Viral infection identifies micropeptides differentially regulated in smORF-containing lncRNAs


  • B.S. Razooky
  • B. Obermayer
  • J.B. O'May
  • A. Tarakhovsky


  • Genes


  • Genes 8 (8): 206


  • Viral infection leads to a robust cellular response whereby the infected cell produces hundreds of molecular regulators to combat infection. Currently, non-canonical components, e.g., long noncoding RNAs (lncRNAs) have been added to the repertoire of immune regulators involved in the antiviral program. Interestingly, studies utilizing next-generation sequencing technologies show that a subset of the >10,000 lncRNAs in the mammalian genome contain small open reading frames (smORFs) associated with active translation, i.e., many lncRNAs are not noncoding. Here, we use genome-wide high-throughput methods to identify potential micropeptides in smORF-containing lncRNAs involved in the immune response. Using influenza as a viral infection model, we performed RNA-seq and ribosome profiling to track expression and translation of putative lncRNAs that may encode for peptides and identify tens of potential candidates. Interestingly, many of these peptides are highly conserved at the protein level, strongly suggesting biological relevance and activity.
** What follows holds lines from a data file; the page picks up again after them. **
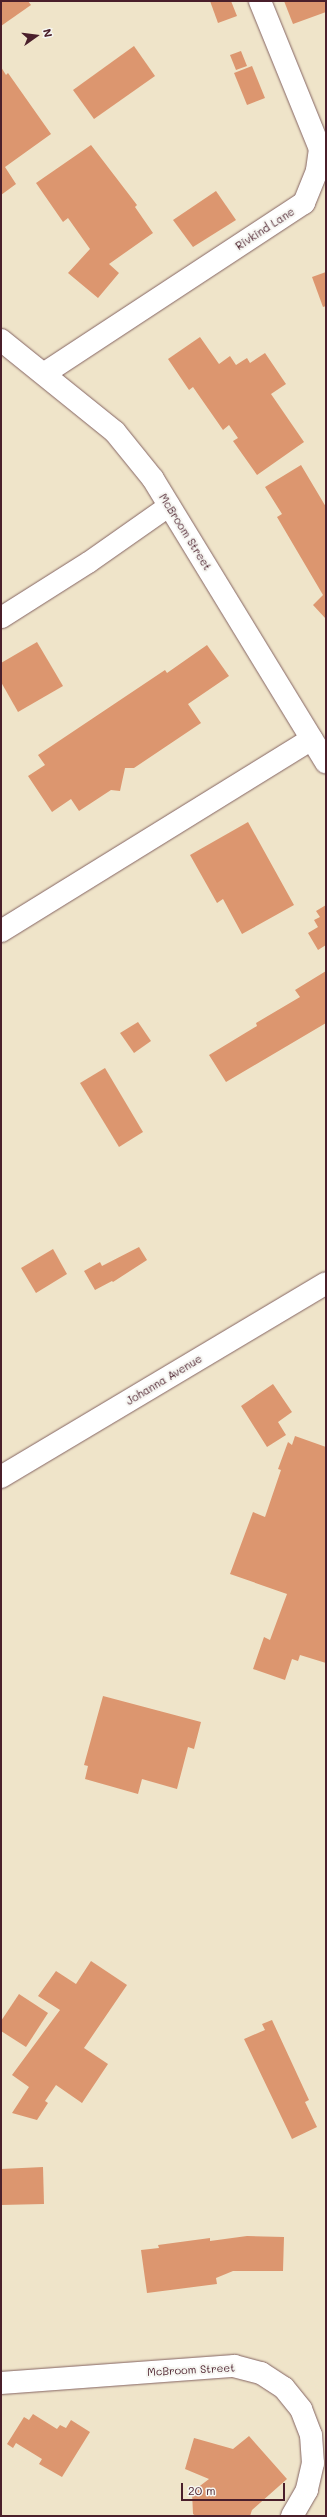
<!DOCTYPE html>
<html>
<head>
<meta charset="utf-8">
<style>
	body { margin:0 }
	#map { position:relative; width:327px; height:2517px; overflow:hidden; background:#efe4c9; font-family:Mali,sans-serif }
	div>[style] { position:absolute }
	.building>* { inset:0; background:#dc966f }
	.roads { filter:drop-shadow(0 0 1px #846462) drop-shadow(0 0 1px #846462) }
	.lane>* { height:21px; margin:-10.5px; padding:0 10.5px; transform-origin:10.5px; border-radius:10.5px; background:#fff }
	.street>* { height:22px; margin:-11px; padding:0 11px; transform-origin:11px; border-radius:11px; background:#fff }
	span { translate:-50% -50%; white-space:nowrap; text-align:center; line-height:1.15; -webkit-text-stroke:4px #f6f6f2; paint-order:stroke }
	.street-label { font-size:11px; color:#4a1f2b }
	.frame { position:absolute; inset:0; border:2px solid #4a1f2b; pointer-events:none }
	.north { position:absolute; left:16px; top:16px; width:40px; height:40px; -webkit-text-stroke:3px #f6f6f2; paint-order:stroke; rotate:76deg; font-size:11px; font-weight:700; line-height:16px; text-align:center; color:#4a1f2b }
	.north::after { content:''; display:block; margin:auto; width:14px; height:18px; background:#4a1f2b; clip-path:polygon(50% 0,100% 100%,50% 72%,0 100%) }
	.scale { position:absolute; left:181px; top:2483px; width:104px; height:18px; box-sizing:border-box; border:2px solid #4a1f2b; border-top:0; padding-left:5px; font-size:12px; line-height:14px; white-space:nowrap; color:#4a1f2b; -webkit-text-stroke:3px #f6f6f2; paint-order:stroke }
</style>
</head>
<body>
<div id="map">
	<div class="building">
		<i style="clip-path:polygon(1px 1px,28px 1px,31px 5px,1px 26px)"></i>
		<i style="clip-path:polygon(210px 1px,231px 1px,237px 16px,218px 23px)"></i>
		<i style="clip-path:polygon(284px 1px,326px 1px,326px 12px,293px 24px)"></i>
		<i style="clip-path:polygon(134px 46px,155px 76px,94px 119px,73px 90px)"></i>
		<i style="clip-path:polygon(241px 51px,247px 66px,236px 70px,230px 55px)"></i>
		<i style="clip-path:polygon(252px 66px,265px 98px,247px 105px,234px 73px)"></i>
		<i style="clip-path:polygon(1px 67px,6px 75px,8px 73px,51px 134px,5px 167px,16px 184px,1px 195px)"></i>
		<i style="clip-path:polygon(91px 145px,137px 205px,135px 207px,153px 233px,109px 264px,119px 273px,98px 298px,68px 273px,90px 249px,68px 218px,63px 222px,36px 183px)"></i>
		<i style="clip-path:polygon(216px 191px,236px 220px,193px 247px,173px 220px)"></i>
		<i style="clip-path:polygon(326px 272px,326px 306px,323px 307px,312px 277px)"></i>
		<i style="clip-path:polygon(200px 337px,219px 364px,230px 356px,236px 365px,247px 358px,250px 363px,265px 353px,286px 384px,271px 394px,304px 442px,257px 475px,233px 441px,238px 438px,229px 425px,223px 430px,193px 387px,189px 390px,168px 359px)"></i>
		<i style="clip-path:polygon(301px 465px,326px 507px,326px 619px,313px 605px,323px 595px,277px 517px,282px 514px,265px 487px)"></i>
		<i style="clip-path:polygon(37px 642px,63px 686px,18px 712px,1px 682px,1px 663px)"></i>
		<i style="clip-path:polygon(207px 645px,229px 676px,188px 704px,201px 723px,134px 768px,125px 768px,120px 791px,111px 790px,79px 811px,71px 799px,52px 812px,28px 776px,45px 765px,38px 755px,165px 670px,167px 673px)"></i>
		<i style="clip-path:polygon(248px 822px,294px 905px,242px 934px,223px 899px,217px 903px,190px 855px)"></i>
		<i style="clip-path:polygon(326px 905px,326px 945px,318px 950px,308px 933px,318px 927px,314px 920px,320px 917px,316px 911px)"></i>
		<i style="clip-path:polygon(326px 971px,326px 1023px,226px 1082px,209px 1055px,257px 1026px,256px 1023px,300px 997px,295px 990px)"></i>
		<i style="clip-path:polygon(138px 1022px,151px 1041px,134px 1053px,120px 1033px)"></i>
		<i style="clip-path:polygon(105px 1068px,143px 1132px,119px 1147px,80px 1083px)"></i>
		<i style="clip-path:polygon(139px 1247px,147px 1260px,113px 1282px,112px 1281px,95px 1290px,84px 1271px,100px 1262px,102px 1266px)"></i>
		<i style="clip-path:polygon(53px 1249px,67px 1274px,36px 1293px,21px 1268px)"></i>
		<i style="clip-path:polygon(273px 1384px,292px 1412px,278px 1422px,286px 1435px,267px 1447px,241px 1406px)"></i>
		<i style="clip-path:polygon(295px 1436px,326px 1447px,326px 1663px,300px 1655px,298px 1661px,292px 1659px,285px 1680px,253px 1669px,264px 1637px,270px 1640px,287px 1594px,230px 1574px,253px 1512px,265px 1517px,281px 1470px,278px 1469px,288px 1442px,292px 1445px)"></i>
		<i style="clip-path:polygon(103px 1696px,201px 1722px,194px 1749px,188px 1747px,177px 1789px,142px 1779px,138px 1794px,85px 1779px,88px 1766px,84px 1765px)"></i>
		<i style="clip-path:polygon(91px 1961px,127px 1985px,84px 2048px,108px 2064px,82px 2103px,56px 2085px,45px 2101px,48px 2103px,37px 2120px,12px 2113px,29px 2087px,12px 2075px,60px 2010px,38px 1996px,56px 1971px,76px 1984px)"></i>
		<i style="clip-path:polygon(19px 1994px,48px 2013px,26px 2047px,1px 2031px,1px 2021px)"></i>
		<i style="clip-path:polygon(272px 2020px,309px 2100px,305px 2102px,317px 2127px,292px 2139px,244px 2039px,265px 2030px,262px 2024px)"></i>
		<i style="clip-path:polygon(43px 2167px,44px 2204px,1px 2205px,1px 2169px)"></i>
		<i style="clip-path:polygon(247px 2236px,284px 2237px,283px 2271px,233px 2271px,216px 2278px,217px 2284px,147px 2293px,141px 2250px,159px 2248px,158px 2245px,210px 2238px,210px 2241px)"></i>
		<i style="clip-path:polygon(33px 2414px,57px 2429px,60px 2425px,66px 2428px,71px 2420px,90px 2432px,62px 2477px,39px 2464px,42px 2459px,16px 2443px,13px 2448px,7px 2444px,24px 2417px,29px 2420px)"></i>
		<i style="clip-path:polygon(249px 2436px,287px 2479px,252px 2510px,250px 2516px,196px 2516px,193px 2514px,192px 2492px,209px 2479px,185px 2469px,194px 2438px,233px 2449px)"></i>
	</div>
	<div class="roads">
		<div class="lane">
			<i style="left:1px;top:617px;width:103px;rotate:-32.3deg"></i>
			<i style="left:88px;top:562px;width:99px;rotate:-35.1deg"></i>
		</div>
		<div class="street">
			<i style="left:1px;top:340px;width:146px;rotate:38.9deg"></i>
			<i style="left:115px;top:432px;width:60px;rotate:51deg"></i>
			<i style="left:153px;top:479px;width:332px;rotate:58.6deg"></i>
			<i style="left:45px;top:373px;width:310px;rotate:-33.3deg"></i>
			<i style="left:304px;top:203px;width:35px;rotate:-68deg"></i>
			<i style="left:317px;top:170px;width:21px;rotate:-82deg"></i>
			<i style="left:320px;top:149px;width:160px;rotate:-112.1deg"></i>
			<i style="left:1px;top:931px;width:365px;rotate:-31.7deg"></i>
			<i style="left:1px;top:1477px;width:378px;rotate:-30.8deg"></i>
			<i style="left:1px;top:2383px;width:234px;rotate:-4.2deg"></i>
			<i style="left:234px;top:2366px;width:28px;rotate:15deg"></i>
			<i style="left:261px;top:2373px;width:27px;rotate:33deg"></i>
			<i style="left:284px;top:2388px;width:27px;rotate:51deg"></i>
			<i style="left:301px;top:2409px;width:28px;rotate:69deg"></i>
			<i style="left:311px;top:2435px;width:28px;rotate:86deg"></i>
			<i style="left:313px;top:2463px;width:28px;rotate:103deg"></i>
			<i style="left:307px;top:2490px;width:30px;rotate:120deg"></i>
		</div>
	</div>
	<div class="street-label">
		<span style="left:265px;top:229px;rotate:-33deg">Rivkind Lane</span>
		<span style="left:185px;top:532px;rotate:58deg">McBroom Street</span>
		<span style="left:164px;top:1380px;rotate:-31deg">Johanna Avenue</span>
		<span style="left:191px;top:2370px;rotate:-3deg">McBroom Street</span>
	</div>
	<div class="frame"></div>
	<div class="north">N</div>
	<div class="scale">20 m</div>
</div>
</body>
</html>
By perusing publicly available data sets, four potential peptides of interest seem common to stress induction and/or are highly conserved; potential peptides from the MMP24-AS1, ZFAS1, RP11-622K12.1, and MIR22HG genes. Interestingly, using an antibody against the potential peptide encoded by MIR22HG RNA, we show that the peptide is stably expressed in the absence of infection, and upregulated in response to infection, corroborating the prediction of the ribosome profiling results. These data show the utility of perturbation approaches in identifying potentially relevant novel molecules encoded in the genome.